Dataset entries:
◆ ◆ ◆ ◆ ◆ ◆ ◆
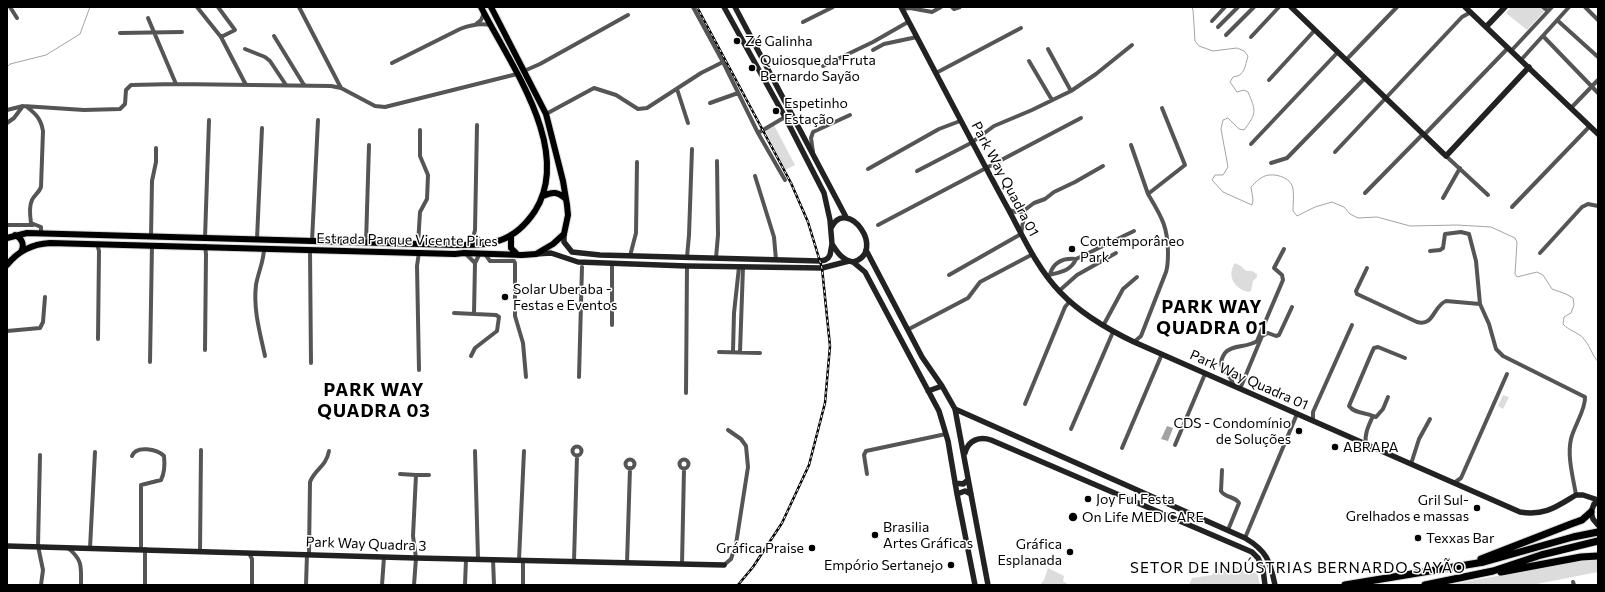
<!DOCTYPE html>
<meta charset="utf-8">
<style>
body{margin:0}
#map{position:relative;width:1605px;height:592px;overflow:hidden;background:#fff;font-family:Commissioner,sans-serif}
canvas{display:block}
.frame{position:absolute;inset:0;border:8px solid #000;pointer-events:none}
</style>
<div id="map">
<canvas width="1605" height="592"></canvas>
<div class="frame"></div>
</div>
<script>
const context = document.querySelector('canvas').getContext('2d');
context.lineJoin = 'round';
function fill(path, color) { context.fillStyle = color; context.fill(path, 'evenodd'); }
function stroke(path, color, width, dash) { context.strokeStyle = color; context.lineWidth = width; context.lineCap = dash ? 'butt' : 'round'; context.setLineDash(dash || []); context.stroke(path); }
function drawText(font, color, halo, rows, align = 'center') {
  context.font = font + ' Commissioner,sans-serif'; context.lineWidth = 3; context.setLineDash([]); context.textBaseline = 'middle'; context.strokeStyle = halo; context.fillStyle = color; for (const [text, x, y, turn = 0] of rows) {
    context.save(); context.translate(x, y); context.rotate((+turn || 0) * Math.PI / 180); context.textAlign = isNaN(turn) ? turn : align; if (halo) context.strokeText(text, 0, 0); context.fillText(text, 0, 0); context.restore();
  }
}
const green = new Path2D(`
 M1511,7H1548L1527,30L1506,13Z
 M774,125L795,165L785,170L765,130Z
 M1235,263L1241,266L1246,271H1252L1257,274V277L1253,281L1251,291L1248,292C1235,289 1226,276 1235,263Z
 M1503,395L1509,397L1503,409L1498,406Z
 M1594,558L1598,559V572L1532,585H1448Z
 M1221,563L1243,569L1244,574L1257,572L1260,585H1189L1192,578L1212,575Z
 M1048,568L1064,576L1063,581L1069,585H1040L1044,580Z`);
const water = new Path2D(`
 M1167,426L1173,428L1168,441L1161,439Z`);
const stream = new Path2D(`
 M1192,7L1193,10L1195,41L1199,46L1213,51L1237,48L1244,51L1248,56C1245,66 1245,76 1233,77L1230,82L1237,92L1244,90L1248,92C1256,111 1257,113 1244,130L1239,129L1228,118L1223,120L1221,129L1228,167L1223,175H1215L1212,180L1223,192L1252,205L1253,200L1251,187C1256,182 1261,176 1269,175C1279,174 1292,179 1293,189C1294,196 1293,204 1293,211L1297,216L1315,207L1332,202L1344,207L1350,214L1358,218L1377,217L1410,226L1457,225L1491,227L1515,238L1517,242L1515,274L1517,277L1537,272L1543,275L1552,289L1566,294L1573,298L1574,305L1571,313L1564,317L1563,324C1569,331 1580,333 1584,339C1590,346 1592,355 1598,362
 M7,67L10,64L46,55L80,34L90,7`);
const street = new Path2D(`
 M10,7L17,18
 M197,7L221,37L246,85
 M218,7L235,30L221,37
 M299,7L341,88
 M693,7L723,62L758,133L785,180
 M952,7L954,9L960,7
 M1543,7L1548,11
 M1585,7L1598,20
 M902,9L910,8L932,12L941,7
 M148,18L176,84
 M1557,20L1598,57
 M1212,21L1225,7
 M803,22L833,7
 M476,24L481,20L484,13
 M1218,27L1238,7
 M120,33L182,32
 M1226,35L1254,7
 M274,36L304,85
 M1543,36L1598,93
 M1251,37L1279,7
 M245,49L265,57L270,61L286,85
 M1048,49L1071,91
 M873,50L884,44L917,37
 M1511,51L1552,7
 M1346,60L1397,7
 M1521,60L1569,7
 M1029,61L1052,100
 M392,63L460,29C470,25 480,23 491,25
 M823,66L873,42L908,22
 M524,71L540,64L628,15
 M936,73L1021,28
 M1269,80L1315,30
 M677,89L688,123
 M710,103L738,93
 M27,107C36,114 41,119 43,131L41,187C39,193 34,195 32,200C29,206 30,216 31,223L41,227V234
 M1571,108L1598,80
 M7,110L23,106
 M546,114L594,88L616,95L638,109L647,108L701,73L723,62
 M7,123L14,118L23,106L84,110L120,109L125,104L126,90L131,85L176,84L331,86L341,88L375,106L385,107L517,74
 M758,133L785,117
 M1424,135L1508,48
 M1251,144L1338,52
 M1131,145L1148,194
 M813,152L811,138L813,132L850,115
 M1335,152L1462,17L1471,12
 M1446,156L1488,195
 M1271,163L1287,158L1365,78
 M868,169L939,129L960,121
 M917,171L971,143L994,126L1032,110L1071,91L1096,74L1132,45
 M755,176L774,237L776,260
 M1365,193L1423,134
 M1443,198L1460,168
 M1512,207L1590,126
 M1009,210L1016,212H1022L1034,203L1045,199L1054,192L1075,182L1103,166
 M7,225H33
 M878,225L1081,118
 M151,237L152,181L156,162V148
 M473,237L478,238L484,244
 M205,238L209,120
 M257,239L262,128
 M312,241L318,120
 M366,243L369,145
 M97,244L99,251L98,339
 M418,244L420,212L427,199L428,175L420,156V130
 M469,244L473,238L475,230L477,125
 M264,248C264,262 258,272 256,285C253,309 260,333 265,356
 M310,250L311,363
 M1430,251L1440,250L1443,248L1445,234L1461,232L1469,234L1476,261L1480,304L1489,324L1496,349L1503,356L1585,397C1586,409 1574,426 1571,439C1567,456 1573,477 1576,495
 M465,253L475,263
 M1540,253L1582,207L1588,204L1598,206
 M485,254L490,261H514L515,263V316L523,343L526,377
 M630,256L636,233L637,162
 M687,257L689,235L692,149
 M716,258L718,235L717,161
 M612,264V325
 M1367,268L1356,291L1357,294L1417,322C1434,327 1433,306 1446,301L1480,304
 M1050,274C1054,261 1064,258 1076,259L1134,231
 M949,275L1021,234L1025,210
 M1049,275C1060,272 1071,271 1076,259
 M1059,291L1077,275L1116,253
 M454,313L496,315L499,317L497,331L475,348L471,356
 M474,314L475,263L480,253
 M1103,326L1123,289L1137,277
 M909,329L968,298L980,282L1033,254
 M7,331L40,328L43,322L45,297
 M1134,342L1141,336L1166,272C1168,266 1168,260 1168,253C1168,226 1161,216 1148,194L1185,165L1162,108
 M205,350L206,254L205,246
 M733,351L734,313L739,267
 M719,352L760,353
 M740,352L743,267
 M150,362L152,245
 M419,370L417,266L419,252
 M579,377L582,267
 M1233,386C1233,372 1213,370 1225,353C1232,344 1248,348 1257,341L1283,280L1282,275L1274,268L1284,249
 M1240,389L1262,336L1268,333L1276,336L1279,335L1292,307
 M686,393L687,266
 M1025,404L1065,307L1070,301
 M1373,416C1365,412 1355,414 1349,406L1372,352L1374,348L1378,347L1405,358
 M1313,421V412L1352,325
 M1071,429L1113,332
 M1366,444C1364,434 1369,425 1373,416L1376,417L1383,409L1388,397
 M1175,445L1205,374
 M572.5 451a4.5 4.5 0 1 1 9 0a4.5 4.5 0 1 1-9 0Z
 M1122,448L1162,354
 M475,451L478,559
 M40,455L38,546L43,570L41,585
 M132,456C136,445 157,449 164,456C165,465 165,472 161,480L141,485V549
 M625.5 464a4.5 4.5 0 1 1 9 0a4.5 4.5 0 1 1-9 0Z
 M679.5 464a4.5 4.5 0 1 1 9 0a4.5 4.5 0 1 1-9 0Z
 M1411,464L1419,439L1430,419
 M1222,470L1221,491C1225,498 1235,496 1239,503L1228,530
 M400,474L416,475
 M867,474L864,455L866,451L946,434
 M1454,483L1461,478L1507,374
 M1245,538L1297,414
 M68,548C83,560 81,567 81,585
 M90,548L95,452
 M200,552L201,450
 M249,553L252,559V585
 M309,554L310,482C315,469 326,467 329,451
 M493,559L494,585
 M519,560L524,451
 M523,560V585
 M574,561L577,456
 M627,563L630,468
 M682,564L684,469
 M724,565L731,559L736,544L748,467L746,446L741,439L728,430
 M1573,582L1574,585
 M145,585V549
 M306,585L307,554
 M382,585L384,557
 M414,585L416,558L413,536L416,475H429
 M465,585L466,559`);
const secondary = new Path2D(`
 M735,7L846,217
 M901,7C936,73 970,139 1006,205C1022,234 1036,267 1060,292C1081,314 1107,329 1134,342L1520,512C1545,516 1556,507 1576,495H1583L1598,500
 M1291,7L1446,156L1529,67
 M1465,7L1598,134
 M1486,27L1505,7
 M831,228C847,195 888,252 853,262C842,260 837,252 832,244
 M564,234V242L572,252L600,255L820,261L825,260L828,258L830,255L832,244L830,220L824,193L785,117L724,7
 M866,250L922,357L942,386L955,409L988,585
 M536,254L551,253L578,262L687,266L822,268L849,261
 M853,262L865,272L939,411L948,441L957,494L975,585
 M928,391L942,386
 M955,409L1245,538C1267,551 1270,561 1275,585
 M965,453C968,440 980,436 991,440L1252,552L1258,558L1263,569L1265,585
 M955,483L963,484L968,480
 M957,494L965,491L971,494
 M1598,503L1594,504L1591,512L1593,519L1598,525
 M7,546L416,558L724,565`);
const primary = new Path2D(`
 M543,196C553,191 558,192 566,199
 M15,235C22,238 25,245 21,252
 M511,235V248L518,255
 M7,238L27,233L456,245C471,244 487,246 501,240C515,235 527,223 535,211C574,149 509,63 481,7
 M7,265C18,251 33,244 50,243L455,254L464,253L522,255L536,254L553,244L564,234L568,215L567,205L563,181L546,114L491,7`);
const highway = new Path2D(`
 M1481,559L1571,524L1582,520L1591,512
 M1501,572L1581,557L1598,556
 M1345,585L1484,562L1573,537L1598,532
 M1425,585L1493,571L1541,555L1598,541`);
const rail = new Path2D(`
 M697,7L791,183L808,222L822,268L830,346L825,403L809,465L782,523L753,567L738,585`);
const markers = [
 [737,41,4,"#000"],
 [752,68,4,"#000"],
 [776,111,4,"#000"],
 [1072,249,4,"#000"],
 [505,297,4,"#000"],
 [1299,431,4,"#000"],
 [1335,447,4,"#000"],
 [1088,499,4,"#000"],
 [1477,508,4,"#000"],
 [1073,517,5,"#000"],
 [875,535,4,"#000"],
 [1418,538,4,"#000"],
 [812,548,4,"#000"],
 [1070,552,4,"#000"],
 [951,565,4,"#000"]
];
const poiNames = [
 ["Zé Galinha",745,41],
 ["Quiosque da Fruta",760,60],
 ["Bernardo Sayão",760,76],
 ["Espetinho",784,103],
 ["Estação",784,119],
 ["Contemporâneo",1080,241],
 ["Park",1080,257],
 ["Solar Uberaba -",513,289],
 ["Festas e Eventos",513,305],
 ["CDS - Condomínio",1291,423,"right"],
 ["de Soluções",1291,439,"right"],
 ["ABRAPA",1343,447],
 ["Joy Ful Festa",1096,499],
 ["Gril Sul-",1469,500,"right"],
 ["Grelhados e massas",1469,516,"right"],
 ["On Life MEDICARE",1082,517],
 ["Brasilia",883,527],
 ["Artes Gráficas",883,543],
 ["Texxas Bar",1426,538],
 ["Gráfica",1062,544,"right"],
 ["Esplanada",1062,560,"right"],
 ["Gráfica Praise",804,548,"right"],
 ["Empório Sertanejo",943,565,"right"]
];
const streetNames = [
 ["Park Way Quadra 01",1005,179,62],
 ["Estrada Parque Vicente Pires",407,240,1],
 ["Park Way Quadra 01",1249,380,24],
 ["Park Way Quadra 3",366,544,2]
];
const neighbourhoodNames = [
 ["SETOR DE INDÚSTRIAS BERNARDO SAYÃO",1298,568]
];
const districtNames = [
 ["PARK WAY",1212,307],
 ["QUADRA 01",1212,328],
 ["PARK WAY",374,390],
 ["QUADRA 03",374,411]
];
fill(green, '#dcdcdc');
fill(water, '#a3a3a3');
stroke(stream, '#a3a3a3', 1);
stroke(primary, '#dbdbdb', 8);
stroke(highway, '#dbdbdb', 9);
stroke(street, '#555', 4);
stroke(secondary, '#222', 5.5);
stroke(primary, '#000', 6);
stroke(highway, '#000', 7);
stroke(rail, '#000', 2.5);
stroke(rail, '#fff', 1, [3]);
for (const [x, y, r, color] of markers) { const dot = new Path2D(); dot.arc(x, y, r, 0, 2 * Math.PI); context.fillStyle = color; context.fill(dot); stroke(dot, '#fff', 1.5); }
drawText('14px', '#000', '#fff', poiNames, 'left');
drawText('14px', '#000', '#fff', streetNames);
context.letterSpacing = '1px';
drawText('15px', '#000', '#fff', neighbourhoodNames);
context.letterSpacing = '0px';
context.letterSpacing = '1px';
drawText('bold 18px', '#000', '#fff', districtNames);
context.letterSpacing = '0px';
</script>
◆ ◆ ◆ ◆ ◆ ◆ ◆
What needs to be done: All lines from the one with "drawText('14px', '#000', '#fff', streetNames);" to the end of the entries above are to be written out exactly, the first and last included.

Reply to the exercise:
drawText('14px', '#000', '#fff', streetNames);
context.letterSpacing = '1px';
drawText('15px', '#000', '#fff', neighbourhoodNames);
context.letterSpacing = '0px';
context.letterSpacing = '1px';
drawText('bold 18px', '#000', '#fff', districtNames);
context.letterSpacing = '0px';
</script>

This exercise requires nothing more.